==== INPUT FOR THIS TASK

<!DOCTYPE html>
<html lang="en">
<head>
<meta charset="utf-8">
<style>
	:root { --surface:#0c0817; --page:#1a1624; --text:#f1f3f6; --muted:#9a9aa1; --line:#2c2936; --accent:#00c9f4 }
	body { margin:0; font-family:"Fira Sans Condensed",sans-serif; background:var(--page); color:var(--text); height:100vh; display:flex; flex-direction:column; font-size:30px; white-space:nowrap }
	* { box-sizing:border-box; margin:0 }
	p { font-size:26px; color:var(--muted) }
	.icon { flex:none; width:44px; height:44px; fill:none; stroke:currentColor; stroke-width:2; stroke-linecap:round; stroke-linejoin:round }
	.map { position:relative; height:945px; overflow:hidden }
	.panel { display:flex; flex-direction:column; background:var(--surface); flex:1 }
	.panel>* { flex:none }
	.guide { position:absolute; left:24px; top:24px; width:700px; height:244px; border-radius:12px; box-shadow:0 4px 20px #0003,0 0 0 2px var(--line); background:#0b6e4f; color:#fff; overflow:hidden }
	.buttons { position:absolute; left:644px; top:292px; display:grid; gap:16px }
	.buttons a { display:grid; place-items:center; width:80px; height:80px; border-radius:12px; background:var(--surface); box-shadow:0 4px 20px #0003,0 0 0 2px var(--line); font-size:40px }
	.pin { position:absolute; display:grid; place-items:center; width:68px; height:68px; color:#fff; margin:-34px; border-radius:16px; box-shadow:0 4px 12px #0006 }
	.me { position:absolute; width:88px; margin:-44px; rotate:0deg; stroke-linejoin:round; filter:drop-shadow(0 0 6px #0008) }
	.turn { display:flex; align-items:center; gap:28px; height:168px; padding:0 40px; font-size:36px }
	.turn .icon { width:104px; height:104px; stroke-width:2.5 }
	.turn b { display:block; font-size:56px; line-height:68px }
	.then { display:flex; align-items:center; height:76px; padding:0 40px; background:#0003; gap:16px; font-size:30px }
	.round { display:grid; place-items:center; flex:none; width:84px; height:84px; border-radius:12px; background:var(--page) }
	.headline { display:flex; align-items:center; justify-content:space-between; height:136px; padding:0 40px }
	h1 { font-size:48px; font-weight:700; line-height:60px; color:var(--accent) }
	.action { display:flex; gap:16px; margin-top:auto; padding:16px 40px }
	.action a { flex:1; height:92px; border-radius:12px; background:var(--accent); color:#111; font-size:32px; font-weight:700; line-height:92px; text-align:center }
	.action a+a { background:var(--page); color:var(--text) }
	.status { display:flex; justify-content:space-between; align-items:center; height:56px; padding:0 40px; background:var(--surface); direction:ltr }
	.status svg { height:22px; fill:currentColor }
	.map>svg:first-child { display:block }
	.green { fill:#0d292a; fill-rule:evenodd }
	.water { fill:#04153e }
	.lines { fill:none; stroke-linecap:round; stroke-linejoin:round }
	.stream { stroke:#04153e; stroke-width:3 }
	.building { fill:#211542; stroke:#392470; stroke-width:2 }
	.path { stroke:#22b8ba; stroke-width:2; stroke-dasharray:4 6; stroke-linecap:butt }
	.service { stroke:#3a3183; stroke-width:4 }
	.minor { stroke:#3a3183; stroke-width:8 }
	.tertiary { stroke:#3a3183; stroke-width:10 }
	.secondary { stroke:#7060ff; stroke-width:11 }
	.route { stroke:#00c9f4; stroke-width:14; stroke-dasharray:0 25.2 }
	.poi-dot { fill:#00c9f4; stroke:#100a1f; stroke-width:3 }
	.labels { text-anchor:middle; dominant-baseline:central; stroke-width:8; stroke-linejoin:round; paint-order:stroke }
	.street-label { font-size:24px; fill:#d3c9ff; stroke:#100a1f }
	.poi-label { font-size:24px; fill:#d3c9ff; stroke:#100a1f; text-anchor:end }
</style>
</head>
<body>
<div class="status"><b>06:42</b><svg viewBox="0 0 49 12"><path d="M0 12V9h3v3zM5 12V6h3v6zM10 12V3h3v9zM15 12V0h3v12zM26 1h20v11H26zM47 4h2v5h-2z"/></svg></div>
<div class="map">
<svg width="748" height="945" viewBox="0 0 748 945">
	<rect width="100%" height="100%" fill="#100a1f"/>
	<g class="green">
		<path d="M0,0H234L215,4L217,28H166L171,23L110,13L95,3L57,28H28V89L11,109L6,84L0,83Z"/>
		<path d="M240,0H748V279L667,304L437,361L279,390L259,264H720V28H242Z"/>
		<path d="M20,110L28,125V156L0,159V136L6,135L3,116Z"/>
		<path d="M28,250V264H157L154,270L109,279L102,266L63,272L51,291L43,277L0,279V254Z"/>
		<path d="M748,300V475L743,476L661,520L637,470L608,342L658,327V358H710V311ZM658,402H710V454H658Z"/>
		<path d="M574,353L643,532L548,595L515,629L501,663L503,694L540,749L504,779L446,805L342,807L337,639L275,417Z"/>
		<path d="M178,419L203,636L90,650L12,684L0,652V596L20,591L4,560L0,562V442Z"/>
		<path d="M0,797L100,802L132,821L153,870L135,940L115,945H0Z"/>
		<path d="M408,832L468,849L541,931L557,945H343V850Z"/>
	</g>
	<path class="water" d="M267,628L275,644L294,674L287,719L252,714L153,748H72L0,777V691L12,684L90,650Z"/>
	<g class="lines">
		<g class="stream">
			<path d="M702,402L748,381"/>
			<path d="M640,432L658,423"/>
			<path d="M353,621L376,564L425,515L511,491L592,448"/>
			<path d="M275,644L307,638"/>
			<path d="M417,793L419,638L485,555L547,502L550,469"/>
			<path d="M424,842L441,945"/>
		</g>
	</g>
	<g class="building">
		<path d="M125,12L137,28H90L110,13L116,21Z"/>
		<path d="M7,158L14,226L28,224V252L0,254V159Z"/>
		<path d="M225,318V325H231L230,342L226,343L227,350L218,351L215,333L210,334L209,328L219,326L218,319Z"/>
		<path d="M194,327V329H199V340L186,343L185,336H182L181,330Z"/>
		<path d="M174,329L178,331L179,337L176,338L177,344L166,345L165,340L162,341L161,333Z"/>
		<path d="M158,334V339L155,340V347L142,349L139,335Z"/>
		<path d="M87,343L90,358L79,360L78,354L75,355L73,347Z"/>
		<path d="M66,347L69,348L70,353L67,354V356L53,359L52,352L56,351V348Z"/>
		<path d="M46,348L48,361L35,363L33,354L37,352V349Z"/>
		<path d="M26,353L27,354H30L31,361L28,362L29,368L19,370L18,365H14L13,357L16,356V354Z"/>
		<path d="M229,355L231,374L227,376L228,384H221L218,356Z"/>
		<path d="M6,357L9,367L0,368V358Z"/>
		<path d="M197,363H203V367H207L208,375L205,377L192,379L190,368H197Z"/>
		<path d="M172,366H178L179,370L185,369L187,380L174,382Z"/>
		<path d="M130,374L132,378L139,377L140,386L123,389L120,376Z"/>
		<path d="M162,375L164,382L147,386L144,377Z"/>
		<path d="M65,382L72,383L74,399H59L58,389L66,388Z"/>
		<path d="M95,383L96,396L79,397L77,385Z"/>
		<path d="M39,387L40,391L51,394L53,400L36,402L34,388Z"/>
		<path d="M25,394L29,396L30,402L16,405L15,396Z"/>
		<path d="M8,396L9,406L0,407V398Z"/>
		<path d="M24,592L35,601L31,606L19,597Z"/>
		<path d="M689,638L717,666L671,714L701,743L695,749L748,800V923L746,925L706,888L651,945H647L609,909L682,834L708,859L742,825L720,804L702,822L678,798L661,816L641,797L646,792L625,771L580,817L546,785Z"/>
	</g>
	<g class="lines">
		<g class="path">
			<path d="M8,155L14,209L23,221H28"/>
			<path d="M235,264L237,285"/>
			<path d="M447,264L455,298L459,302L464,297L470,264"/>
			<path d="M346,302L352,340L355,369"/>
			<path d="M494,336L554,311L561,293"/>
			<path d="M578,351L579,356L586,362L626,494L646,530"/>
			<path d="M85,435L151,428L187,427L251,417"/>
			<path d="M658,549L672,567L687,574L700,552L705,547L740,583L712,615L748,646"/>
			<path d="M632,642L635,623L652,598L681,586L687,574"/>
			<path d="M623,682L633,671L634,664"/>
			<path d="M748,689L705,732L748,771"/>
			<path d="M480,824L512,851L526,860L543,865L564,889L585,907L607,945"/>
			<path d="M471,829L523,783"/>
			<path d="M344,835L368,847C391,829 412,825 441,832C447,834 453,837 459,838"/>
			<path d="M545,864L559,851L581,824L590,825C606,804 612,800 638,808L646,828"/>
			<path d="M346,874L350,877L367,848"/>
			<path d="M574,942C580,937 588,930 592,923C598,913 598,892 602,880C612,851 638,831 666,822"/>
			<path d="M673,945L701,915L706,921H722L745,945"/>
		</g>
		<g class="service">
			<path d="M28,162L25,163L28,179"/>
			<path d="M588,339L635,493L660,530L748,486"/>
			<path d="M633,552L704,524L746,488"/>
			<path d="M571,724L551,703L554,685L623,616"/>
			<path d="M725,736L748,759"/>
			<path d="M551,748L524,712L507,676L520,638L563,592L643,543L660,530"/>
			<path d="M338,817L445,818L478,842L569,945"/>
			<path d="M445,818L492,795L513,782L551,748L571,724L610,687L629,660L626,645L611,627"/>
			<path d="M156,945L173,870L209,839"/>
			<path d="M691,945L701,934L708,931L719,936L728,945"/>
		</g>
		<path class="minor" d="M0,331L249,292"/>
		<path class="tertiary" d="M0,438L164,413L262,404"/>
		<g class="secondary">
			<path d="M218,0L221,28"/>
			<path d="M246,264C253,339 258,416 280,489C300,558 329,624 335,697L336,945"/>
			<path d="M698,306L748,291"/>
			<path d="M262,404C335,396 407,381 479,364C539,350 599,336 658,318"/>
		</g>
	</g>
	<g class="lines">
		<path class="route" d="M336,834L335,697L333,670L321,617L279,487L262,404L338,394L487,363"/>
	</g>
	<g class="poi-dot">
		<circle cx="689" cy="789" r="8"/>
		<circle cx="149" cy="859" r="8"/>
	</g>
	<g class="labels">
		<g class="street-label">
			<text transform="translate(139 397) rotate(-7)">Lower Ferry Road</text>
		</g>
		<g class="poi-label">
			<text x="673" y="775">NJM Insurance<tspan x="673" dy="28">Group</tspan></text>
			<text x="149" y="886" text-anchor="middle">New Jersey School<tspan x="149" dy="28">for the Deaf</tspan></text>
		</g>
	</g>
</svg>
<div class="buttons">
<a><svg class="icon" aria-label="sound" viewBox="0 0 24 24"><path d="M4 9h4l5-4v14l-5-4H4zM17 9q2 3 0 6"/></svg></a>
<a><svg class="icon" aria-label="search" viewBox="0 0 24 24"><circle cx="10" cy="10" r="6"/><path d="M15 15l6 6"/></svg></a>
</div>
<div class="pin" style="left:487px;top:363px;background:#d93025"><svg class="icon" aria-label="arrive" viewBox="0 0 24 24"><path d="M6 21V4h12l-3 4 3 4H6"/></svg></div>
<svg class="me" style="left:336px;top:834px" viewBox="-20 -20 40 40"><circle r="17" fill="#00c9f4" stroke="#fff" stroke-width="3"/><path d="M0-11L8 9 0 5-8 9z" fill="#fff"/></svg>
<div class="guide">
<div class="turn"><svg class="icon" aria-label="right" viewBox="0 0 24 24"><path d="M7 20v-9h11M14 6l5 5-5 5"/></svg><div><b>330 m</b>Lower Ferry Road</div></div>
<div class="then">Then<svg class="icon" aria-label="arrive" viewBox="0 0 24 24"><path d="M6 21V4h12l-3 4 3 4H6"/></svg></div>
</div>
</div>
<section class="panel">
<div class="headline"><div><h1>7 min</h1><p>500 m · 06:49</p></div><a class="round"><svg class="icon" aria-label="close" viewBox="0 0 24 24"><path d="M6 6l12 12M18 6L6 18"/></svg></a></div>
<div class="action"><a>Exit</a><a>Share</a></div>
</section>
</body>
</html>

========

→ **WHAT YOU ARE ASKED TO DO**:
Copy out each line of the entries above that holds "labels".

→ **WRITTEN RESPONSE**:
	.labels { text-anchor:middle; dominant-baseline:central; stroke-width:8; stroke-linejoin:round; paint-order:stroke }
	<g class="labels">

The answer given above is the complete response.